-- PROVIDED DATA follows --

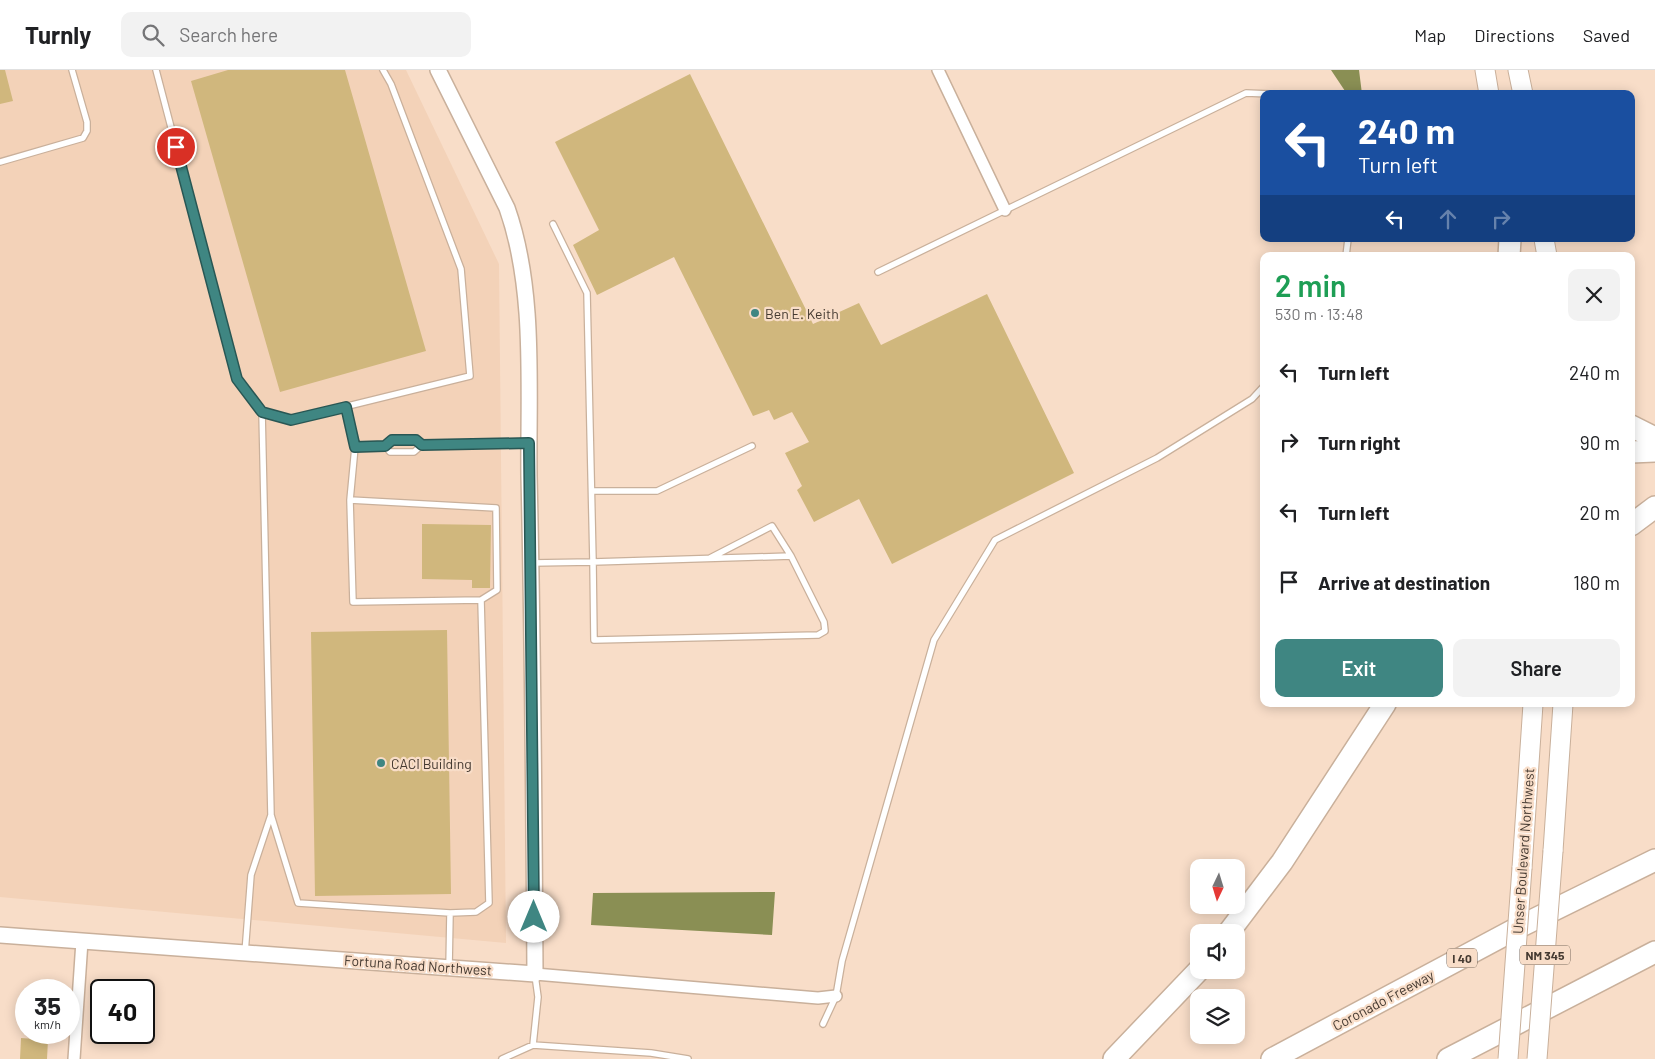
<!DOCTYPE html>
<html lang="en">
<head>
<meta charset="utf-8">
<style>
  :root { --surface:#fff; --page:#f2f2f2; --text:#202124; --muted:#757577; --line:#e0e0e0; --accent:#3f8682 }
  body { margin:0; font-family:Barlow,sans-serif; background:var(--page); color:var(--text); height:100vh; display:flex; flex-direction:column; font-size:19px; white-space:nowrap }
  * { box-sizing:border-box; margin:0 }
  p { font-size:16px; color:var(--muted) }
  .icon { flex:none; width:28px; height:28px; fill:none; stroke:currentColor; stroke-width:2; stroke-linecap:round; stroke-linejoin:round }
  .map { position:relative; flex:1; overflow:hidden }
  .panel { position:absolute; left:1260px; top:182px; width:375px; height:455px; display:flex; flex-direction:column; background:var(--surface); border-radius:10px; box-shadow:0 2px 12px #0003 }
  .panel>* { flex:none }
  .guide { position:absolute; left:1260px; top:20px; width:375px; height:152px; border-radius:10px; box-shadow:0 2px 12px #0003; background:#1a4fa0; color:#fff; overflow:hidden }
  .needle { width:32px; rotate:184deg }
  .fabs { position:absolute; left:1190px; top:789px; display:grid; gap:10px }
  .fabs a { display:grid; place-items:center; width:55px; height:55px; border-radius:10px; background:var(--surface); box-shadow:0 2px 12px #0003; font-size:25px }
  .speed { position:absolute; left:15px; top:909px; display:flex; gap:10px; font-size:25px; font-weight:700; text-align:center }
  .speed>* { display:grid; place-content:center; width:65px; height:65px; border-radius:50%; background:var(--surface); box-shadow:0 2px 12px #0003; line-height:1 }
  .speed small { font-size:12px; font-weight:400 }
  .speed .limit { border:2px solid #111; border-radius:8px; background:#fff; color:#111 }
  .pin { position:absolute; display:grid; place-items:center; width:42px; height:42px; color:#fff; margin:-21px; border:2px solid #fff; border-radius:50%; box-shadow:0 1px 5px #0007 }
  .me { position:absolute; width:55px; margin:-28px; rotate:0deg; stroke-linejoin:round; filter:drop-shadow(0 0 4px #0008) }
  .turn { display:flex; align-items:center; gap:18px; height:105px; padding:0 15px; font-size:22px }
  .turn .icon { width:65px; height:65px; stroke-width:2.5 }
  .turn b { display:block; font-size:35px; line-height:42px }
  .lanes { display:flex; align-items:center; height:48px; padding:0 15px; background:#0003; justify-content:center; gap:25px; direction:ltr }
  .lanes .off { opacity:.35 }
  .round { display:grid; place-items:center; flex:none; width:52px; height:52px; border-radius:10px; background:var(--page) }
  .overview { display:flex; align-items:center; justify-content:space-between; height:85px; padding:0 15px }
  h1 { font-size:30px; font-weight:600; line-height:38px; color:#1e9e55 }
  .action { display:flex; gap:10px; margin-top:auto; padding:10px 15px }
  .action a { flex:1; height:58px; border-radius:10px; background:var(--accent); color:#fff; font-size:20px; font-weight:600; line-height:58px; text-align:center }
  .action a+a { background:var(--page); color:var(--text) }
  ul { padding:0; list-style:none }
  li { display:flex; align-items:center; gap:15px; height:70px; padding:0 15px }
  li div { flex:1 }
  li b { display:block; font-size:19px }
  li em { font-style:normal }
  header { display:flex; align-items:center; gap:30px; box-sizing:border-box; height:70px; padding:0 25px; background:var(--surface); border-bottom:1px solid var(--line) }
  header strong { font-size:24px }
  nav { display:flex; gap:28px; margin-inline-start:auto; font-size:18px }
  .search { width:350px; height:45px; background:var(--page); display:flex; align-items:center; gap:12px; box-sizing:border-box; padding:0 18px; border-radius:10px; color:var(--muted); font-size:19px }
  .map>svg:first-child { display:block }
  .built { fill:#f3d2b8 }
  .water { fill:#8a8f54 }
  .building { fill:#d0b77d }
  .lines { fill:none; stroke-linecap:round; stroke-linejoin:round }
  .service-casing { stroke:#c9b09b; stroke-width:8 }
  .minor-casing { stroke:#c9b09b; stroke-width:14 }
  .tertiary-casing { stroke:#c9b09b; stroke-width:18 }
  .primary-casing { stroke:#c9b09b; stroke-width:21 }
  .motorway-casing { stroke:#c9b09b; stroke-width:24 }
  .service { stroke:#fff; stroke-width:5.5 }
  .minor { stroke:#fff; stroke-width:11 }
  .tertiary { stroke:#fff; stroke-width:15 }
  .primary { stroke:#fff; stroke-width:19 }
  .motorway { stroke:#fff; stroke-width:21 }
  .primary-bridge-casing { stroke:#c9b09b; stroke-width:21; stroke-linecap:butt }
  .primary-bridge { stroke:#fff; stroke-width:19 }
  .route-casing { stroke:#295754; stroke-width:12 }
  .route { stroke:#3f8682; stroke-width:9 }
  .poi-dot { fill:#3f8682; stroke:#f8ddc8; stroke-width:2 }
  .labels { text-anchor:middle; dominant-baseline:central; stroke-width:4.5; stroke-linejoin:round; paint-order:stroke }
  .shield { fill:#f8ddc8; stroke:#7b6b5e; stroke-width:1 }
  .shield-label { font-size:12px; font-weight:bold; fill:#453a31 }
  .poi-label { font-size:14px; fill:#453a31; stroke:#f8ddc8; text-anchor:start }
  .street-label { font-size:14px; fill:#453a31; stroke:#f8ddc8 }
</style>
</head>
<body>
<header>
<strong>Turnly</strong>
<div class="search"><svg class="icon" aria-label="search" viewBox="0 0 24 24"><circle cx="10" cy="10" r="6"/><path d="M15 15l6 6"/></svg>Search here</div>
<nav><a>Map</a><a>Directions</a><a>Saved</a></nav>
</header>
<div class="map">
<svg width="1655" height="989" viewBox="0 0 1655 989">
  <rect width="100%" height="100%" fill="#f8ddc8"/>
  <path class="built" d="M0,0h406l93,194 7,679 -506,-46z"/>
  <path class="water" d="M1331,0h28l3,24h-15z
    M775,822l-3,43 -181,-10 2,-32z"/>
  <path class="building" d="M0,0h5l8,31 -13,3z
    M228,0h117l81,281 -146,41 -89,-311z
    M690,4l123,250 46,-21 22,42 106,-51 87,179 -182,91 -33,-65 -45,23 -17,-32 5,-4 -17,-33 24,-11 -17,-30 -18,8 -5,-10 -16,6 -79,-159 -77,38 -24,-50 26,-15 -44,-88z
    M422,454l69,1 -1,63h-18v-8l-50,-1z
    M447,560l4,264 -136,2 -4,-264z
    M21,968l27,2 -1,19h-27z"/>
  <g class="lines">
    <g class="service-casing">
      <path id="service" d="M156,0l81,309 25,33 29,8 179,-44 -9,-107 -70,-185 -8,-14
        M0,92l83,-24 4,-7v-9l-15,-52
        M1346,186l2,-17
        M878,202l368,-179 24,1
        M346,337l9,40 30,-1 7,-5 23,-1 7,5
        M262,342l9,403
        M385,376l5,6h24l8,-7 107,-2
        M355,377l-5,53 3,102 128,-2 8,303 -13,9 -26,1 -1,55
        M593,421h64l95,-45
        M350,430l146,8 1,82 -16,10
        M791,486l33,66 1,9 -7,4 -224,5 -1,-78z
        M710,488l62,-32 19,30
        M531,493l62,-1 -6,-269 -34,-69
        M245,883l6,-78 20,-60 27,88 152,10
        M823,954l13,-28 6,-35 92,-321 61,-100 162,-82 95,-59 12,-13
        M533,975l5,-48 -3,-22
        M502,989l31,-14 118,8 37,6"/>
    </g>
    <g class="minor-casing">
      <path id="minor" d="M938,0l67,140
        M535,904l283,24 18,-2
        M74,989l8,-118"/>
    </g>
    <g class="tertiary-casing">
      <path id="tertiary" d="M0,865l535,39c-1,-166 -2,-332 -6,-498 -1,-87 7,-186 -22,-268l-69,-138"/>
    </g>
    <g class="primary-casing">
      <path id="primary" d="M1485,0l4,24
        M1518,0l5,24
        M1544,169l3,17
        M1553,781l10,-147
        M1522,798l11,-164"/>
    </g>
    <g class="motorway-casing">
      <path id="motorway" d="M1509,186l1,-17
        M1631,356l24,12
        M1631,382l24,-1
        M1631,455l24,-18
        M1229,862l53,-70 103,-158
        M1114,989l85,-89
        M1272,989l251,-134 132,-65
        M1448,989l207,-107"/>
    </g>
    <use href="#service" class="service"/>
    <use href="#minor" class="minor"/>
    <use href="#tertiary" class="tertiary"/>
    <use href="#primary" class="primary"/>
    <use href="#motorway" class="motorway"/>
    <g class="primary-bridge-casing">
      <path id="primary-bridge" d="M1508,989l14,-191
        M1537,989l16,-208"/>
    </g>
    <use href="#primary-bridge" class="primary-bridge"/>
  </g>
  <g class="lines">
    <g class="route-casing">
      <path id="route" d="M176,77l61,232 25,33 29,8 55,-13 9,40 30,-1 7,-6h24l6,5 107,-2 5,474"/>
    </g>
    <use href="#route" class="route"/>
  </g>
  <g class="poi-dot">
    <circle cx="755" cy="243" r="5"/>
    <circle cx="381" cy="693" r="5"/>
  </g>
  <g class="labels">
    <g class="shield">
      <rect x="1520" y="875.5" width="50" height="19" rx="4"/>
      <rect x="1447" y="878.5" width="30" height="19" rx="4"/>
    </g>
    <g class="shield-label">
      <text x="1545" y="885">NM 345</text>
      <text x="1462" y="888">I 40</text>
    </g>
    <g class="poi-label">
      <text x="765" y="243">Ben E. Keith</text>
      <text x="391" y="693">CACI Building</text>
    </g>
    <g class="street-label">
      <text transform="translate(1523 781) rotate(-86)">Unser Boulevard Northwest</text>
      <text transform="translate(418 895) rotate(4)">Fortuna Road Northwest</text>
      <text transform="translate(1383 930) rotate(-28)">Coronado Freeway</text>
    </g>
  </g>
</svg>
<div class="fabs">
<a><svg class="needle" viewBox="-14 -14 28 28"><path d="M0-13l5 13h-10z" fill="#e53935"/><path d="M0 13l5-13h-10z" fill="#757577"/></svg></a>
<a><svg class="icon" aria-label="sound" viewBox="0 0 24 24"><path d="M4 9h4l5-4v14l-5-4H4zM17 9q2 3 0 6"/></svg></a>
<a><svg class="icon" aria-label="layers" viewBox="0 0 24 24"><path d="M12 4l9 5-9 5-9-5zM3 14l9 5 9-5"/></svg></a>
</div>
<div class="speed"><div>35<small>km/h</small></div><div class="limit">40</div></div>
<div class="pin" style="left:176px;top:77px;background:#d93025"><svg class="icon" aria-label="arrive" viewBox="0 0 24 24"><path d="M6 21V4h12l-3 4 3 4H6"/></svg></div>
<svg class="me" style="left:534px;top:847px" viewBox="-20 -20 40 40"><circle r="19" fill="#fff"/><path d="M0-13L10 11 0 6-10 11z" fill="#3f8682"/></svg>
<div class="guide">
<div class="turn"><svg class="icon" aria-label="left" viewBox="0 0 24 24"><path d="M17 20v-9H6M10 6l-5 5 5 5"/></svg><div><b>240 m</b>Turn left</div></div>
<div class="lanes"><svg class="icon" aria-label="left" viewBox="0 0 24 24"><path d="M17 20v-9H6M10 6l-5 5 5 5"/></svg><svg class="icon off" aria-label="ahead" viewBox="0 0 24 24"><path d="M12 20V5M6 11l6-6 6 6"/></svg><svg class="icon off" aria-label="right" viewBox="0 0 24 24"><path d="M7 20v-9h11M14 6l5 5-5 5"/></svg></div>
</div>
<section class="panel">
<div class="overview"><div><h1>2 min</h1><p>530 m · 13:48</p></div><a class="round"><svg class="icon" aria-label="close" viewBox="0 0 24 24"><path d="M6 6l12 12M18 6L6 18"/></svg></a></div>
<ul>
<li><svg class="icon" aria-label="left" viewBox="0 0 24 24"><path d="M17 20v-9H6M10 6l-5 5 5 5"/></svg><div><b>Turn left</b></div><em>240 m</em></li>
<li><svg class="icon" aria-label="right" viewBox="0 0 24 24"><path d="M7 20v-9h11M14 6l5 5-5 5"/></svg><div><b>Turn right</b></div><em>90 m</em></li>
<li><svg class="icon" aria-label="left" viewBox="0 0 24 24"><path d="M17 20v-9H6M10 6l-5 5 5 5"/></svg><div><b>Turn left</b></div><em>20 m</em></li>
<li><svg class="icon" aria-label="arrive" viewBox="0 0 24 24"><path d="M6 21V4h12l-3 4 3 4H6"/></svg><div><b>Arrive at destination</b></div><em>180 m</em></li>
</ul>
<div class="action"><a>Exit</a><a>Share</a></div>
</section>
</div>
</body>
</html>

-- PROVIDED DATA concluded --

(TASK TO COMPLETE): Among the lines of these entries, find those that contain "speed". Give their number and nothing else.

(EXERCISE RESPONSE): 5